Province make twin employment standards amendments

Changes includes adoption and surrogacy leave, limits to sick-note requests

Province make twin employment standards amendments

Manitoba HR teams face two new compliance obligations under amendments to The Employment Standards Code.

The changes include a 16-week unpaid leave for adoption and surrogacy that is came into force June 1, and limits on when employers can demand a sick note that begin Oct. 1.

Both passed as government-sponsored bills championed by Labour and Immigration Minister Malaya Marcelino, per Manitoba Hansard, but on different timelines. The attachment leave falls under Bill 10 while Bill 11 brings Manitoba in line with most other provinces, which already restrict sick notes for short absences.

Attachment leave

Bill 10 entitles a worker with at least seven consecutive months of service to an unpaid leave of absence of up to 16 continuous weeks tied to a "placement" — the adoption of a child, or "the arrival of a newborn child of an employee into the employee's care where the person who gave birth to the child is a surrogate." It closes a gap that left intended parents through surrogacy without a dedicated, job-protected leave.

The leave may begin up to six weeks before the estimated placement date and must end within 16 weeks of the actual date; only one leave is available where two or more children are placed in the same week. Employees must give four weeks' written notice where possible but keep the entitlement even if notice is short.

An employee may end the leave early on two weeks' or one pay period's notice, and may continue it for a further two weeks if told the placement will not occur. Employers may request "evidence reasonable in the circumstances," and an employee already on parental leave "may interrupt their parental leave to take attachment leave," resuming it afterward.

Sick-note limits

From Oct. 1, Bill 11 bars an employer from requiring a sick note "unless the absence continues for a period of more than one week" or the employee "has been absent from work because of injury or illness on more than 10 scheduled workdays in that calendar year." A partial day may count toward the threshold, so employers must track cumulative absence days by calendar year.

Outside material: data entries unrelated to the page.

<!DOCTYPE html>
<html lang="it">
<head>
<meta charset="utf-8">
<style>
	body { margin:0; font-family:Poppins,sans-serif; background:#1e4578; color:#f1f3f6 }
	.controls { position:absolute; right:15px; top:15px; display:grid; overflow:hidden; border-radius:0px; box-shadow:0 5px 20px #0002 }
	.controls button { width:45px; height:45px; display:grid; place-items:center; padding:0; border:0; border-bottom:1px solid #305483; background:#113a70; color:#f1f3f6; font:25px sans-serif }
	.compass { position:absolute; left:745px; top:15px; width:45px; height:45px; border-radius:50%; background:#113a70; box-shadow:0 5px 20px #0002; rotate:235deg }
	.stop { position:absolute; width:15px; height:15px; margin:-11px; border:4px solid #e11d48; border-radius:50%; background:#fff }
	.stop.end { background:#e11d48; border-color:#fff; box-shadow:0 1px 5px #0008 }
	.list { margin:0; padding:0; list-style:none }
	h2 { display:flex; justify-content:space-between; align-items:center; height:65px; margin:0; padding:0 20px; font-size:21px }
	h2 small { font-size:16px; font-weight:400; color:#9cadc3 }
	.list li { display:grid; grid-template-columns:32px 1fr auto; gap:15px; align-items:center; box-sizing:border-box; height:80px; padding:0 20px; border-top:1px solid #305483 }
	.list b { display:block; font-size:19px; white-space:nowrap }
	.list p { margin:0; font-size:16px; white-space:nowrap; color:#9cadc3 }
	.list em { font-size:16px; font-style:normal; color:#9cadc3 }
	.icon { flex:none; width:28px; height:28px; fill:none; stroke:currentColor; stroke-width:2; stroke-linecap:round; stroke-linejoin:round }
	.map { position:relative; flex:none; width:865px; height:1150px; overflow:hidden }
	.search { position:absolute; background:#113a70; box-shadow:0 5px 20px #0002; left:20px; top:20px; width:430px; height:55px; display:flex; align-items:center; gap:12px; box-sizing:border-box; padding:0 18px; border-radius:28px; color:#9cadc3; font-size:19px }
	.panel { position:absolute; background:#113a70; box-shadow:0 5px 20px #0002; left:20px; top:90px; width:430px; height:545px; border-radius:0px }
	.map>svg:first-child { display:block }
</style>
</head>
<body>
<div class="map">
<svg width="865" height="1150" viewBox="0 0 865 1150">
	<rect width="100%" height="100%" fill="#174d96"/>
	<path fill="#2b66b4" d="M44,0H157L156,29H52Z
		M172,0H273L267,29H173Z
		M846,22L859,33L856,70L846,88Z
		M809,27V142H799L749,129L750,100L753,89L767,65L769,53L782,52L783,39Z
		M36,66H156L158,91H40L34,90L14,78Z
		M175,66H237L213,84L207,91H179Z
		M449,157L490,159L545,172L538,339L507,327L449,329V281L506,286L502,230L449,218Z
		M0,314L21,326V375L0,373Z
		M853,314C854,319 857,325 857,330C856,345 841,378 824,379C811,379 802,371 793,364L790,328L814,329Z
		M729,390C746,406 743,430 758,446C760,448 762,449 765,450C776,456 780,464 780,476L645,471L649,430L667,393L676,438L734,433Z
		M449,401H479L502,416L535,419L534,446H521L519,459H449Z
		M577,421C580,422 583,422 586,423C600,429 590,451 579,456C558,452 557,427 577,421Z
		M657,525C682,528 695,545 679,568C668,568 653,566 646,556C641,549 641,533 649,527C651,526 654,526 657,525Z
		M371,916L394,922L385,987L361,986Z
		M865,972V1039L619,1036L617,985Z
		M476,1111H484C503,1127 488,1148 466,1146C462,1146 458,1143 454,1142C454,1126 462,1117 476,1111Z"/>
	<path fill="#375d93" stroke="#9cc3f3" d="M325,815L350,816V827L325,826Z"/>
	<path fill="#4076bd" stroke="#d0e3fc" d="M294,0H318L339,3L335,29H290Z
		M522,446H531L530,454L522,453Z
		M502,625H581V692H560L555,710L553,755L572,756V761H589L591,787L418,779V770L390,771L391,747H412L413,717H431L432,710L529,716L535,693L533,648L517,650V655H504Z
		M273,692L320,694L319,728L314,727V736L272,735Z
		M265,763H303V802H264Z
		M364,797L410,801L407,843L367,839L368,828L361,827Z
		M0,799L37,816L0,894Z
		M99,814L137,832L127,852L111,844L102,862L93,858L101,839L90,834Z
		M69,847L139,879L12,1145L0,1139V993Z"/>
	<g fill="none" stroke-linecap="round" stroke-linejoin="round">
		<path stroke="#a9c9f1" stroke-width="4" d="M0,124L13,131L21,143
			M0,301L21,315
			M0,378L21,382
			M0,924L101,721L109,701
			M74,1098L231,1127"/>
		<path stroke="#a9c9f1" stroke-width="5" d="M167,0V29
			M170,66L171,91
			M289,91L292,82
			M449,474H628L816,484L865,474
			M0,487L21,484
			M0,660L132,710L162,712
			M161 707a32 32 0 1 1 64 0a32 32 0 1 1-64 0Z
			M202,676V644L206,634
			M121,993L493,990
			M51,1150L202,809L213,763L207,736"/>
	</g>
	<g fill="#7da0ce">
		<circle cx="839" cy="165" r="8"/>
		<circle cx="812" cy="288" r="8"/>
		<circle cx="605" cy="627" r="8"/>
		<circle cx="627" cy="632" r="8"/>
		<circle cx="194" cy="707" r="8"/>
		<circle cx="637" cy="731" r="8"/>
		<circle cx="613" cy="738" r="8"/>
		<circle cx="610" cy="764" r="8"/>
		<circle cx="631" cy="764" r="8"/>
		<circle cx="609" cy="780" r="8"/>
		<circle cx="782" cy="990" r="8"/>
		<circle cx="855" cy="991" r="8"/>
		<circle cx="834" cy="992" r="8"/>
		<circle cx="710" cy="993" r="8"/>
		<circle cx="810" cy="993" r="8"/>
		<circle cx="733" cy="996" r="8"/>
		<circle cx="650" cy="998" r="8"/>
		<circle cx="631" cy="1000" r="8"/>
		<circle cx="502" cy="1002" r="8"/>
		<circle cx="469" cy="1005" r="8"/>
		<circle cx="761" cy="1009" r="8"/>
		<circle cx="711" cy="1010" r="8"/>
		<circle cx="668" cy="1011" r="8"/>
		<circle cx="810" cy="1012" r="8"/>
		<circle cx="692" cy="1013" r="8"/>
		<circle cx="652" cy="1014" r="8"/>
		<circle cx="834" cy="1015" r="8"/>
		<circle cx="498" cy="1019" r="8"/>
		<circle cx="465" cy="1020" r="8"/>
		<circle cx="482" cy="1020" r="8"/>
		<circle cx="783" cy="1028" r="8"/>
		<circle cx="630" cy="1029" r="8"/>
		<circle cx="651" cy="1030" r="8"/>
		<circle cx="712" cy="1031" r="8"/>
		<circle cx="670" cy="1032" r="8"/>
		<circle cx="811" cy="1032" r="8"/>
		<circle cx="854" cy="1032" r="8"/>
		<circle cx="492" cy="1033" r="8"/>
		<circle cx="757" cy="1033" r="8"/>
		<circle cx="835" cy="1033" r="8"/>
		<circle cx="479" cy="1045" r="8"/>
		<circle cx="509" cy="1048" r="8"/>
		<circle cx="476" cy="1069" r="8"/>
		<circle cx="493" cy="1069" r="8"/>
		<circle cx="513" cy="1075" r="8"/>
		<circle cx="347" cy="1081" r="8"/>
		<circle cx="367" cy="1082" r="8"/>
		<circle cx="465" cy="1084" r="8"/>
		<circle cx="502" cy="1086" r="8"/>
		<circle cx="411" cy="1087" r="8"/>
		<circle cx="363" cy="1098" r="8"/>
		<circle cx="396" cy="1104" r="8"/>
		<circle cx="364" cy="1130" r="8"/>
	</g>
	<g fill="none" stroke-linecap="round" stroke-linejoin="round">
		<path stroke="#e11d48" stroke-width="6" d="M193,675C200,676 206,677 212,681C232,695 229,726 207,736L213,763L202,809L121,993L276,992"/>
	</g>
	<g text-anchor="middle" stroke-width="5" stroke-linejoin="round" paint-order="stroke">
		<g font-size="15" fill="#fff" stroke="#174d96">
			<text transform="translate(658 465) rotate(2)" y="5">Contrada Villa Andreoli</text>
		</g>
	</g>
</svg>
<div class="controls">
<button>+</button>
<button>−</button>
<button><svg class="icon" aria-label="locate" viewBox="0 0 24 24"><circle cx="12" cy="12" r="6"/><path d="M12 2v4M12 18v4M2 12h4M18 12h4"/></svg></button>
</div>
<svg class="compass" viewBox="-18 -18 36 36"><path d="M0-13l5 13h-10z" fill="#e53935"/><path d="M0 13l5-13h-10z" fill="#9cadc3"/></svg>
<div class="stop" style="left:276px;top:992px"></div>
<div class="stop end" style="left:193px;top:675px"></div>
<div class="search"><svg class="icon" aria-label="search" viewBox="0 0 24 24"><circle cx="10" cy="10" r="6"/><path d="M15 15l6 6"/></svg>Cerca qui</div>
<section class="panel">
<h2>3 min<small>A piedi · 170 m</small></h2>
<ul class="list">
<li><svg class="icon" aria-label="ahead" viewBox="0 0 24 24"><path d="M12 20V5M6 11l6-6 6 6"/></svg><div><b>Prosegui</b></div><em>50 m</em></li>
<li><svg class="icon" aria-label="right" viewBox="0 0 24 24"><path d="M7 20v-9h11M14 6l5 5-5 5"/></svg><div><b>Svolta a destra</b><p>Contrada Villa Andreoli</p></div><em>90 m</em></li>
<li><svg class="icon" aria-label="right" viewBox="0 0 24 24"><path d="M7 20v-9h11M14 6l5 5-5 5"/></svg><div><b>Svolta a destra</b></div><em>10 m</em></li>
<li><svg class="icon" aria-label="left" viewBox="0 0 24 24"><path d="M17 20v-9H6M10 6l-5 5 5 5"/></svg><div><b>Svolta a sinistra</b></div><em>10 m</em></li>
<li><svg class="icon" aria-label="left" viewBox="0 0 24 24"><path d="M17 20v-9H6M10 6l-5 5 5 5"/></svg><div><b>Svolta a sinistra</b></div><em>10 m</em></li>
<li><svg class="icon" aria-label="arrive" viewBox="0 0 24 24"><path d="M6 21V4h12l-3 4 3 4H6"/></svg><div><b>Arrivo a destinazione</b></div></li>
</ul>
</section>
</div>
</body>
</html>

When a note can be required, employers must accept one from a broad range of providers — not only a physician — including nurses, psychologists and midwives. They must also reimburse "any reasonable amount" the provider charges, within 30 days of receiving proof. Miss that window and the unpaid sum is "deemed to be a wage owing," letting the worker file a complaint.

Recently, for the second time in two years, Prince Edward Island's governing Progressive Conservatives voted down a private member's bill that would have prohibited employers from requiring sick notes from absent workers.

P.E.I.’s new Employment Standards Act (ESA) also comes into force on June 30.